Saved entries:
"""
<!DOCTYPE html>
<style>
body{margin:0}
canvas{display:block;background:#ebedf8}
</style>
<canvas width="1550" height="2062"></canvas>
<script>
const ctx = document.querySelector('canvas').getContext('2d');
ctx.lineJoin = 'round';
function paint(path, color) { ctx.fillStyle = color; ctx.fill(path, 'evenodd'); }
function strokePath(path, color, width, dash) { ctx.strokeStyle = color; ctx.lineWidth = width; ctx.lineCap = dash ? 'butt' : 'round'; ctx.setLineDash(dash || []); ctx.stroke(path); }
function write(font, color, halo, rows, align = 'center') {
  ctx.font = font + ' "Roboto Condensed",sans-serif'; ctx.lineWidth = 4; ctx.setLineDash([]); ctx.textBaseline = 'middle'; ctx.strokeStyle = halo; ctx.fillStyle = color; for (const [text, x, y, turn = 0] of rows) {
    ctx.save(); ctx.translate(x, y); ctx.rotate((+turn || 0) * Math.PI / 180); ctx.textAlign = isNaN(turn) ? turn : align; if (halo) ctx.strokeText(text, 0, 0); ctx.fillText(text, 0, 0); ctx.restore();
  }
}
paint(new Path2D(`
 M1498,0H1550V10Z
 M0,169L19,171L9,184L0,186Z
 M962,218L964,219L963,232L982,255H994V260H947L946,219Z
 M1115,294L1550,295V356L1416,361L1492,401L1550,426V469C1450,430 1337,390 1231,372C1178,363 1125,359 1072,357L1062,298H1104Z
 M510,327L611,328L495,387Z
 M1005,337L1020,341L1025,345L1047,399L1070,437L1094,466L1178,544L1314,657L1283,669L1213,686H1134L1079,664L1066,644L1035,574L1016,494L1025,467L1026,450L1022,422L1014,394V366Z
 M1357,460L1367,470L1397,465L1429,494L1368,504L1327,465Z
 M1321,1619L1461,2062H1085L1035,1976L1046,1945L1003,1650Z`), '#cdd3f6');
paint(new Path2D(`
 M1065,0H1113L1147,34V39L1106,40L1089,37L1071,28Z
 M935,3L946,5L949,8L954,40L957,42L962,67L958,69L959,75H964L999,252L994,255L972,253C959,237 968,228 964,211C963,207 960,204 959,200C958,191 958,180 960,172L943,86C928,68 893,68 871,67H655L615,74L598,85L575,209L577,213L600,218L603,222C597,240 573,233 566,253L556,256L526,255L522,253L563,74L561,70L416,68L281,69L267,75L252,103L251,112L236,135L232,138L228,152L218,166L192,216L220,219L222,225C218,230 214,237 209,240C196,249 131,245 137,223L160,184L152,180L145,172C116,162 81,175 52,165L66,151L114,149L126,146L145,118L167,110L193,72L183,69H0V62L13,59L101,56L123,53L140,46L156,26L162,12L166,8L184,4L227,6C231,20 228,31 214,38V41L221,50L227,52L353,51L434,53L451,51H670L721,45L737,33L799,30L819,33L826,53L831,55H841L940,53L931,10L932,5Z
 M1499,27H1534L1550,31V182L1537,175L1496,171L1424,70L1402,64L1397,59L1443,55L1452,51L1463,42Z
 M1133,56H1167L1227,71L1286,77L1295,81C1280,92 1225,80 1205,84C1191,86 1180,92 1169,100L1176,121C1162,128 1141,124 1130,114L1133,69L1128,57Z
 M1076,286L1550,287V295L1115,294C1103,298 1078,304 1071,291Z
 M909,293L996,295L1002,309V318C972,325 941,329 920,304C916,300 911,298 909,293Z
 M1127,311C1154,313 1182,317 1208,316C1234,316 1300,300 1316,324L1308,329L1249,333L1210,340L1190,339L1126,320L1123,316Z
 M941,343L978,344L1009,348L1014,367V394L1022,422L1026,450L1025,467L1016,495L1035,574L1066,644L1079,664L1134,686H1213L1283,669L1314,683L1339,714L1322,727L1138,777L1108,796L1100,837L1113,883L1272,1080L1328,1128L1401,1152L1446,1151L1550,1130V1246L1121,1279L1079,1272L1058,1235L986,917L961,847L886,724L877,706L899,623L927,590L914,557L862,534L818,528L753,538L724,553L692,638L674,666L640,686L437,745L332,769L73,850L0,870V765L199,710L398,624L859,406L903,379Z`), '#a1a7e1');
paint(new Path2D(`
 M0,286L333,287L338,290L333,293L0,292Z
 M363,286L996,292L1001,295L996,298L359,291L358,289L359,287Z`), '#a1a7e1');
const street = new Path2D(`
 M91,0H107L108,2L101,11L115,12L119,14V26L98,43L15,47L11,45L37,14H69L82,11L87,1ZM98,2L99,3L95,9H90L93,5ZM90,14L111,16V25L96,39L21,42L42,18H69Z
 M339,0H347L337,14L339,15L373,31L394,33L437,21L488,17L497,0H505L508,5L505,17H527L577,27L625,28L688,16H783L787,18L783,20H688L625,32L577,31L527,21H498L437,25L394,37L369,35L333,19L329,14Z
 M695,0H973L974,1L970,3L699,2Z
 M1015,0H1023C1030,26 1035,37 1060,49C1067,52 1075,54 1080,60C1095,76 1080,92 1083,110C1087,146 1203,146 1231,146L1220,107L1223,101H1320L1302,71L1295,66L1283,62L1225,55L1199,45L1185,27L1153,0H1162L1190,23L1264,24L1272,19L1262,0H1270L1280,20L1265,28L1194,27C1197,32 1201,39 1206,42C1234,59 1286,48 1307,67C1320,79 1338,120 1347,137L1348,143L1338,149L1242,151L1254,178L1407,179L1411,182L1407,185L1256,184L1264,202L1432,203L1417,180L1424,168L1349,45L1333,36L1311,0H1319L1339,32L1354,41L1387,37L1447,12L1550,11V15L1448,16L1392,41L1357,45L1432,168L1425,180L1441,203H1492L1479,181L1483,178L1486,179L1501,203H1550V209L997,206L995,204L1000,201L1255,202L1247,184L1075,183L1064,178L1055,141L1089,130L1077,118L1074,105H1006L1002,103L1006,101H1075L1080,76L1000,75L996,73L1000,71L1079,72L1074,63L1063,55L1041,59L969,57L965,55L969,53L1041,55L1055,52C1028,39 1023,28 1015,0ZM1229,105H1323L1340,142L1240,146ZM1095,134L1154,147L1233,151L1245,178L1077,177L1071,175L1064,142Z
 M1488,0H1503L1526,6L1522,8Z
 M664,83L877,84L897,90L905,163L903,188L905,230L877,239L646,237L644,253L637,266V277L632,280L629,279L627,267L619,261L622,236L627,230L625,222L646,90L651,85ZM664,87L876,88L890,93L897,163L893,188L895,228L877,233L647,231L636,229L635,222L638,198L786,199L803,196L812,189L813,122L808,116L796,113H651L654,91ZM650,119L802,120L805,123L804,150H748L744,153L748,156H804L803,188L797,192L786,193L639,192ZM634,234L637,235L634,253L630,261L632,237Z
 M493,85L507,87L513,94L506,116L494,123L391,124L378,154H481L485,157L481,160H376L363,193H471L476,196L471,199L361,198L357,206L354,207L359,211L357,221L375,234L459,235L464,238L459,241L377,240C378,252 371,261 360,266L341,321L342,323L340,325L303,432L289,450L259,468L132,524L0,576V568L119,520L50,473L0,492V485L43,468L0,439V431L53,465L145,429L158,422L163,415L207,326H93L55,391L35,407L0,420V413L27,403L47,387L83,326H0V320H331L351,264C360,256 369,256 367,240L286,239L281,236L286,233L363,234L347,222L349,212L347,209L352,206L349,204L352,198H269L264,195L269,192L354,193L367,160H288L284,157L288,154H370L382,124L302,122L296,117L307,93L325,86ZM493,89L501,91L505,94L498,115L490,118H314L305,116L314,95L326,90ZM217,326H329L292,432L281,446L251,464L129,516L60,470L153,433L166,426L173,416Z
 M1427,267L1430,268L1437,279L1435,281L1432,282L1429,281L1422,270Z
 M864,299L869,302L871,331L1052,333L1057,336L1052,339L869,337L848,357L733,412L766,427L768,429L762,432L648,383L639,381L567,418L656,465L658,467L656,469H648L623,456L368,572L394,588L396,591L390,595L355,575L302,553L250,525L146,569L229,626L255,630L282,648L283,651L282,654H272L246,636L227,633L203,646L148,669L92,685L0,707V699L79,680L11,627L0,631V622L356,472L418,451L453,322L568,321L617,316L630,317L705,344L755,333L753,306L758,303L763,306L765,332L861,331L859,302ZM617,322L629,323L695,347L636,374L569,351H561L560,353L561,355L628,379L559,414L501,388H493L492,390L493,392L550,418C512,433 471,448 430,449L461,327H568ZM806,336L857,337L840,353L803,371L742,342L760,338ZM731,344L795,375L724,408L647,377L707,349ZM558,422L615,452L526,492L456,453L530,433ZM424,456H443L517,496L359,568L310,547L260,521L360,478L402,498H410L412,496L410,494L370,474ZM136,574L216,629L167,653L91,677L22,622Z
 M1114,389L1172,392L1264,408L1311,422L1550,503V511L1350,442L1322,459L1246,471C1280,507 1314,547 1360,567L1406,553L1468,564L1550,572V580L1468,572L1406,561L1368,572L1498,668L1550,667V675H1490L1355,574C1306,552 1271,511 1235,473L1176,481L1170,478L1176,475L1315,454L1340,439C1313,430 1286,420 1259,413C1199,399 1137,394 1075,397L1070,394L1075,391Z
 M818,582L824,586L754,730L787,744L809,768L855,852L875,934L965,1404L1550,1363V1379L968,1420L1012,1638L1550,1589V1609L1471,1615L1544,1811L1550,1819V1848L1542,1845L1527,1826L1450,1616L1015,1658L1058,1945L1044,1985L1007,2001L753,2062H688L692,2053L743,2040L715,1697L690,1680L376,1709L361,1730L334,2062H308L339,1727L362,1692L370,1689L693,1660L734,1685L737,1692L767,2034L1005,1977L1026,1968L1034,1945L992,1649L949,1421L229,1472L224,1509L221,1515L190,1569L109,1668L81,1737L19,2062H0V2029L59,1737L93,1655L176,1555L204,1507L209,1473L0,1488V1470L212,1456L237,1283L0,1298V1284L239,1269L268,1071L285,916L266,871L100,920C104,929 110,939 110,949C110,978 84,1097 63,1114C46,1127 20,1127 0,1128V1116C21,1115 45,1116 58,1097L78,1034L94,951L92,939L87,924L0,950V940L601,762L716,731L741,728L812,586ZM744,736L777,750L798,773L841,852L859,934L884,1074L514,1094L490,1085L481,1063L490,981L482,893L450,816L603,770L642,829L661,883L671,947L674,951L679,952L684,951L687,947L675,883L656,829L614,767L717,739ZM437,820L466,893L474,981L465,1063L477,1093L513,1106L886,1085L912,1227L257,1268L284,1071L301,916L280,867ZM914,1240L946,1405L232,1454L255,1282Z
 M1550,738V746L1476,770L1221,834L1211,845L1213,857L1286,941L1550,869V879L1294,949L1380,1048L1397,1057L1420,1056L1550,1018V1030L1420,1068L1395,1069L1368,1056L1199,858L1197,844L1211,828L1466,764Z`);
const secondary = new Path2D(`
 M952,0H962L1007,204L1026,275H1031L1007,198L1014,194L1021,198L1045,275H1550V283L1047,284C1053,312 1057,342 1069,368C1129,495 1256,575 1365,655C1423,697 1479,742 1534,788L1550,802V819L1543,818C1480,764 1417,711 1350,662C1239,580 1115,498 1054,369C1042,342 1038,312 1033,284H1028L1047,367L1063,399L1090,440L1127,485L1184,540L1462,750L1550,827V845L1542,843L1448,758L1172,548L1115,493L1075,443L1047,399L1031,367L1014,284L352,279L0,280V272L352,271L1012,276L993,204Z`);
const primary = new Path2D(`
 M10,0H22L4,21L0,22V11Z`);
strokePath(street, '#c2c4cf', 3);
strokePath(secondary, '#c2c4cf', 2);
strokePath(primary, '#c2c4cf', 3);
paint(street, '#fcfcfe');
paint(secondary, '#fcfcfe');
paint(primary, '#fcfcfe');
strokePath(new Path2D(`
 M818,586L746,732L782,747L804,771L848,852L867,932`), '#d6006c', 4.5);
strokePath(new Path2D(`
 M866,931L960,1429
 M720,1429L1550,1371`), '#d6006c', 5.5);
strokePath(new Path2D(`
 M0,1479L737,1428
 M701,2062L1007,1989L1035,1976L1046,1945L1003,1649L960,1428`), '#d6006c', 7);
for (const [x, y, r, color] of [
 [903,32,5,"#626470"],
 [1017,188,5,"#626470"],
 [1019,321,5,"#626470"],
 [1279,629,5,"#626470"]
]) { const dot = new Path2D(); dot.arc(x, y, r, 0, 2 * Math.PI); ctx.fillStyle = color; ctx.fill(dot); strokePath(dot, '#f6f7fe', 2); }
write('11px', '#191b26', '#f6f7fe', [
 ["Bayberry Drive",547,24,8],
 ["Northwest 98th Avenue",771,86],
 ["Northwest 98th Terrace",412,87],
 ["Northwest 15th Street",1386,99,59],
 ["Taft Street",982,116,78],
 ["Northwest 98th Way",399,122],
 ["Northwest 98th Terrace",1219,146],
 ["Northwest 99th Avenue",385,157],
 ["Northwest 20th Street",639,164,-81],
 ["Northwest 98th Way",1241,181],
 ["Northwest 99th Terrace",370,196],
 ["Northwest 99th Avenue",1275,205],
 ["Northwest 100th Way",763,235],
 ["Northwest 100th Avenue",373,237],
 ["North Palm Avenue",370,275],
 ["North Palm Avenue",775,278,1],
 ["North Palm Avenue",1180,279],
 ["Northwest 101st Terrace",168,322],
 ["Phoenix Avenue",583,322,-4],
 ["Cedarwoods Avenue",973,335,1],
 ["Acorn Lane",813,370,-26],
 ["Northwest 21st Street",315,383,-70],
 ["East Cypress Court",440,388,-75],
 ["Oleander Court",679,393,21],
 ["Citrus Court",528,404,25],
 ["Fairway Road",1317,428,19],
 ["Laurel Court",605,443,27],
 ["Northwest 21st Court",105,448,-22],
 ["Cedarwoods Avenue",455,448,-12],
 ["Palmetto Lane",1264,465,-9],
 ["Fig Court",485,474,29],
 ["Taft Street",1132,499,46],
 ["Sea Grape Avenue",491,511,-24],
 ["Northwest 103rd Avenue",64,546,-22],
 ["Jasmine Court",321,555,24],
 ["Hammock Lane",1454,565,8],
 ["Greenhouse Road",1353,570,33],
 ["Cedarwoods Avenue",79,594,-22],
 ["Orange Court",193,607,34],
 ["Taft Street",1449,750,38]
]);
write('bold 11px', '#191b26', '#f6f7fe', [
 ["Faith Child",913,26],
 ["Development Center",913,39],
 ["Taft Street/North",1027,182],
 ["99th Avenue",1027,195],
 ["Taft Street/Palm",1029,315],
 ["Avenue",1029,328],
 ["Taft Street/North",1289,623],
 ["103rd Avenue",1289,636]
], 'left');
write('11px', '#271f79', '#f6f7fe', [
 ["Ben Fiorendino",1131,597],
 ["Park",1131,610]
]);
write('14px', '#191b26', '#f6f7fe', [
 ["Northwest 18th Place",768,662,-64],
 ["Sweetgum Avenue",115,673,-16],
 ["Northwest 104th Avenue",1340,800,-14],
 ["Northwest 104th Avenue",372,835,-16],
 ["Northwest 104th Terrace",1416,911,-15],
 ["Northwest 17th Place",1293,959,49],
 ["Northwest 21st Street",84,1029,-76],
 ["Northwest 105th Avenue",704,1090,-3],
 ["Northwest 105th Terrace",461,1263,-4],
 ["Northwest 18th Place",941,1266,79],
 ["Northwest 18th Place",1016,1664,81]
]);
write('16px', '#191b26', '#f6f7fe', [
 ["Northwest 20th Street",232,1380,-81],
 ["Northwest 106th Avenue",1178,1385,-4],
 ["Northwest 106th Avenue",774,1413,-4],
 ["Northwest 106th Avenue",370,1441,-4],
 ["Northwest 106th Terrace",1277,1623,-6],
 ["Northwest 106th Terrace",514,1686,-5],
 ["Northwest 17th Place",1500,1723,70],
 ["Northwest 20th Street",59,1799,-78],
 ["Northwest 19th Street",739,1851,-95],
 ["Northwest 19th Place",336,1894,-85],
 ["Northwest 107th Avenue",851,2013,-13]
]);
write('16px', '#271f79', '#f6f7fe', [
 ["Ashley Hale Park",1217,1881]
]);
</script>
"""
> Activity
Using the records above, report how many lines include "setLineDash", with no words around the number.

> Solution for this task
2